Beyond obscuring labor, the switch to digital has reprogrammed our discovery and consumption of music. Despite the seemingly unprecedented supply of music, Krukowski suggests that internet companies, like Spotify and Amazon, “are replacing the freedom and chaos of the internet at large, with the control and predictability of their programs.” In other words, they generally provide access to art that we are or would be comfortable with, and they otherwise restrict or obscure alternatives. “When you go into a bookstore, or record store, or library—any physical space devoted to information,” Krukowski writes, “you enter another world . . . But when you open a browser—it’s an irony that’s the word, isn’t it?—that relationship to information is reversed. It conforms to you.”
In the mode of Berger, the delineation of each of these changes speaks not just to sound—its distribution and quality—but also to its broader political and economic context. The book is divided into sections on time, space, love, money, power, and “signal and noise.” The last of these is a term both recording engineers and doctors use, with “signal” denoting the sounds we are directly aware of (a podcaster’s voice, a guitar solo) and noise referring to everything else (cars in the street, a refrigerator hum, an adjacent conversation). In the book’s introduction, Krukowski sets his premise by noting, “we don’t seem to be listening to each other very well right now in the world. Our voices carry further than they ever did before, thanks to digital media. But how are they being heard?” It’s an echo, in its way, of the common complaint about the superabundance of content.
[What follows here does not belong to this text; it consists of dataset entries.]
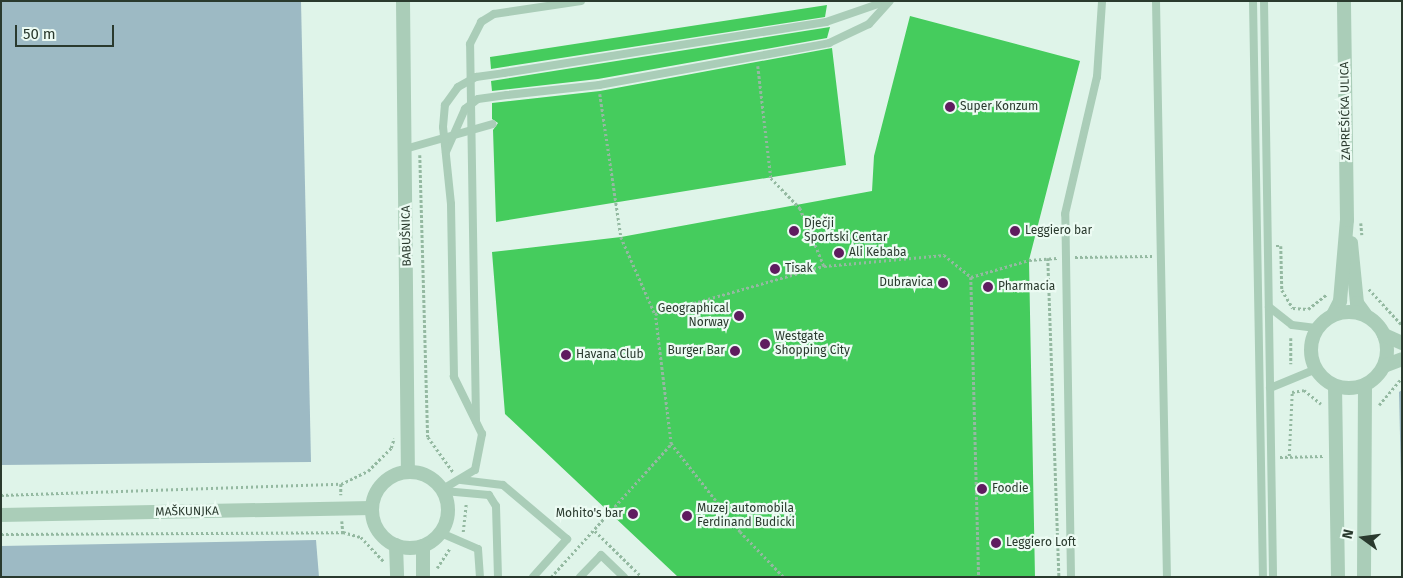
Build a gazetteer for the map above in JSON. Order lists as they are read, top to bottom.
{
  "streets": {
    "street": ["ZAPREŠIĆKA ULICA", "BABUŠNICA", "MAŠKUNJKA"]
  },
  "crossings": [
    ["BABUŠNICA", "MAŠKUNJKA"]
  ],
  "places": [
    "Super Konzum",
    "Dječji Sportski Centar",
    "Leggiero bar",
    "Ali Kebaba",
    "Tisak",
    "Dubravica",
    "Pharmacia",
    "Geographical Norway",
    "Westgate Shopping City",
    "Burger Bar",
    "Havana Club",
    "Foodie",
    "Mohito's bar",
    "Muzej automobila Ferdinand Budicki",
    "Leggiero Loft"
  ],
  "scale_bar": "50 m",
  "north": "left"
}
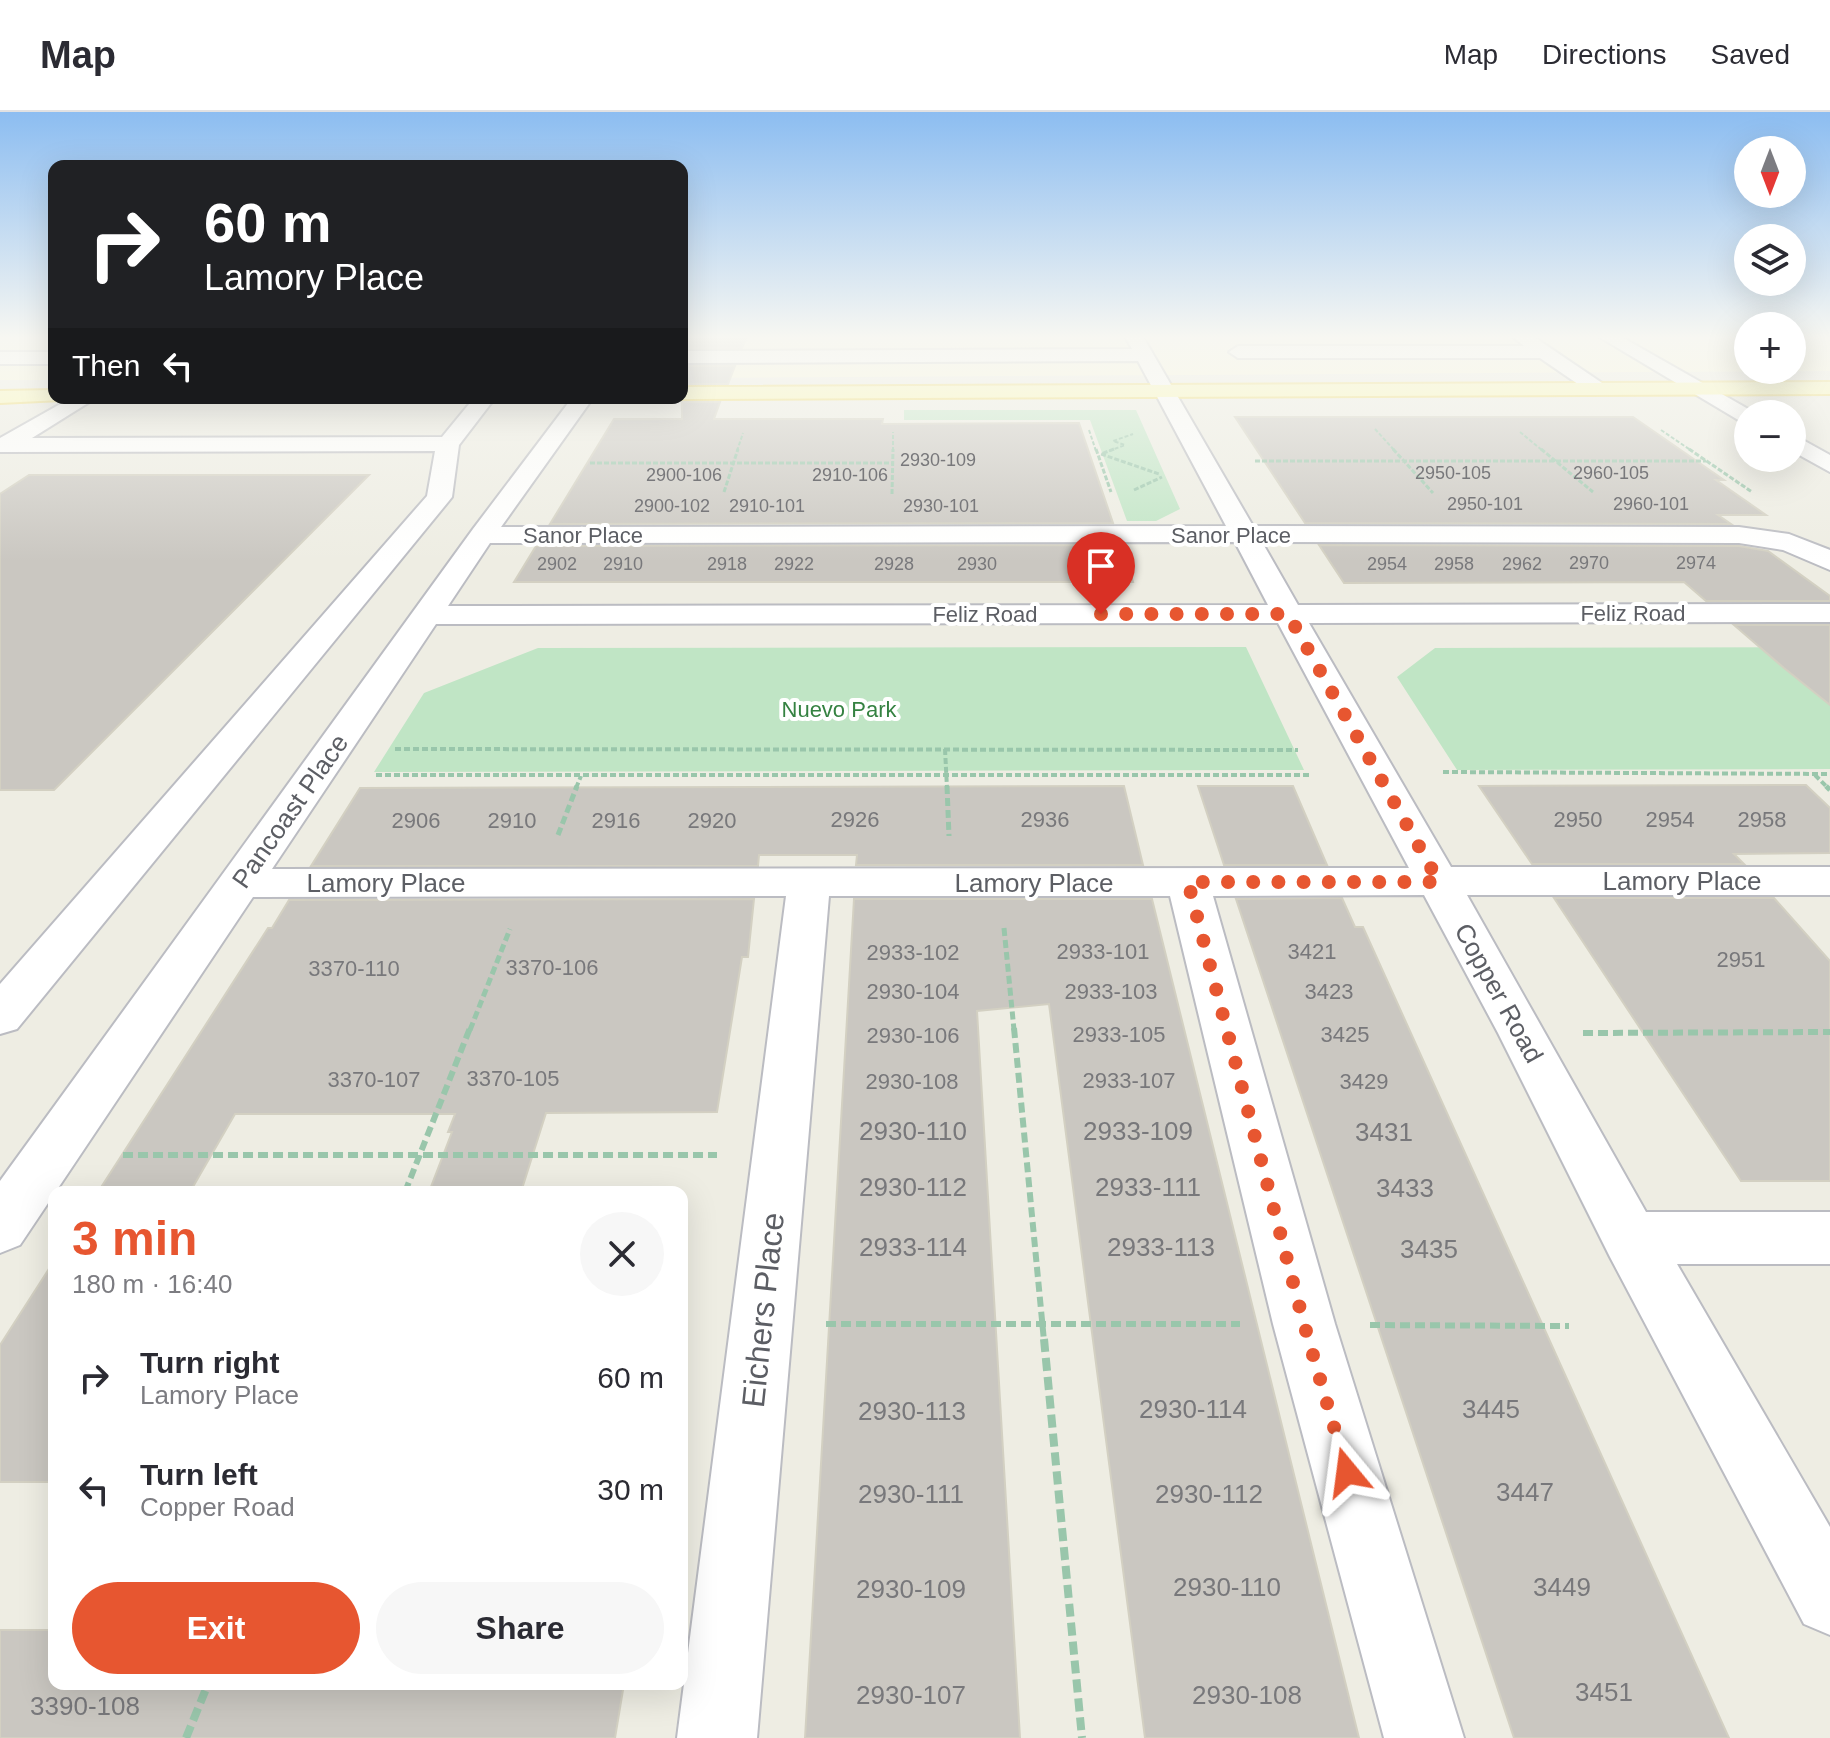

The book’s strength—and, only occasionally, its weakness—rests in how much it relies on the study of sound as almost a foil for more obviously materialist or sociological criticism of tech monopolies. Still, it’s a radical gesture, asserting that we cannot uncouple sound from the economies and environments in which it is produced. In this respect, Ways of Hearing poses a compelling counternarrative to typical tech criticism: instead of glibly lamenting how digital life destroys intimacy, Krukowski asks listeners to pay attention to both the sonic as well as the political qualities of sound. Krukowski makes us consider sound—what we hear, what we don’t, how, and why—as a means of listening but also, perhaps, of resisting.